Records from a data source

- - - -

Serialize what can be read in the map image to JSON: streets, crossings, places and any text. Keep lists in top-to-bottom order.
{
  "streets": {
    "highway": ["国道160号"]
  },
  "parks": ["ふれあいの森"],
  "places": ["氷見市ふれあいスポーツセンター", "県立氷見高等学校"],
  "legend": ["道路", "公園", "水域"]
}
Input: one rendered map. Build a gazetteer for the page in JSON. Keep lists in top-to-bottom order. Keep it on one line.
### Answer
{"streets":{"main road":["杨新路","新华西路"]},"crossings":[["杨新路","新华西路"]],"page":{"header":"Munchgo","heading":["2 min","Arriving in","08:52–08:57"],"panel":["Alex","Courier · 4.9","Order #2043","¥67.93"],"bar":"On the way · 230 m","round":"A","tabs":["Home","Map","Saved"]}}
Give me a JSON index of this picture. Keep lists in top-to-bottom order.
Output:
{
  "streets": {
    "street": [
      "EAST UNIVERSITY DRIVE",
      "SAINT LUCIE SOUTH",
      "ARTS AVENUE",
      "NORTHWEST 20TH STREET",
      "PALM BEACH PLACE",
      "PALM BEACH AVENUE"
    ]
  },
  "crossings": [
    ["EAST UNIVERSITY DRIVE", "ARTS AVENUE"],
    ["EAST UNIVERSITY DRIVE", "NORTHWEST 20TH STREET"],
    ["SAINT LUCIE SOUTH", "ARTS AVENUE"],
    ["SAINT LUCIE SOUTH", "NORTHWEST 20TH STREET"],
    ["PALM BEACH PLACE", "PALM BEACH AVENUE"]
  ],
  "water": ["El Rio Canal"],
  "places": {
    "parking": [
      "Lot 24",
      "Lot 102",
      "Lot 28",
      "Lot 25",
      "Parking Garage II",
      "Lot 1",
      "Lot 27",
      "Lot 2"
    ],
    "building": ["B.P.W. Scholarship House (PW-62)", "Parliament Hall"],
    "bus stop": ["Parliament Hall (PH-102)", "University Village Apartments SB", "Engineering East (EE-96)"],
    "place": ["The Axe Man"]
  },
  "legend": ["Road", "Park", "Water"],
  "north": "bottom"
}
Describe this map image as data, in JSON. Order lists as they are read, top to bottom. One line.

- - - -

Activity - Retype all the records above without changing a word.

Solved problem -
Serialize what can be read in the map image to JSON: streets, crossings, places and any text. Keep lists in top-to-bottom order.
{
  "streets": {
    "highway": ["国道160号"]
  },
  "parks": ["ふれあいの森"],
  "places": ["氷見市ふれあいスポーツセンター", "県立氷見高等学校"],
  "legend": ["道路", "公園", "水域"]
}
Input: one rendered map. Build a gazetteer for the page in JSON. Keep lists in top-to-bottom order. Keep it on one line.
### Answer
{"streets":{"main road":["杨新路","新华西路"]},"crossings":[["杨新路","新华西路"]],"page":{"header":"Munchgo","heading":["2 min","Arriving in","08:52–08:57"],"panel":["Alex","Courier · 4.9","Order #2043","¥67.93"],"bar":"On the way · 230 m","round":"A","tabs":["Home","Map","Saved"]}}
Give me a JSON index of this picture. Keep lists in top-to-bottom order.
Output:
{
  "streets": {
    "street": [
      "EAST UNIVERSITY DRIVE",
      "SAINT LUCIE SOUTH",
      "ARTS AVENUE",
      "NORTHWEST 20TH STREET",
      "PALM BEACH PLACE",
      "PALM BEACH AVENUE"
    ]
  },
  "crossings": [
    ["EAST UNIVERSITY DRIVE", "ARTS AVENUE"],
    ["EAST UNIVERSITY DRIVE", "NORTHWEST 20TH STREET"],
    ["SAINT LUCIE SOUTH", "ARTS AVENUE"],
    ["SAINT LUCIE SOUTH", "NORTHWEST 20TH STREET"],
    ["PALM BEACH PLACE", "PALM BEACH AVENUE"]
  ],
  "water": ["El Rio Canal"],
  "places": {
    "parking": [
      "Lot 24",
      "Lot 102",
      "Lot 28",
      "Lot 25",
      "Parking Garage II",
      "Lot 1",
      "Lot 27",
      "Lot 2"
    ],
    "building": ["B.P.W. Scholarship House (PW-62)", "Parliament Hall"],
    "bus stop": ["Parliament Hall (PH-102)", "University Village Apartments SB", "Engineering East (EE-96)"],
    "place": ["The Axe Man"]
  },
  "legend": ["Road", "Park", "Water"],
  "north": "bottom"
}
Describe this map image as data, in JSON. Order lists as they are read, top to bottom. One line.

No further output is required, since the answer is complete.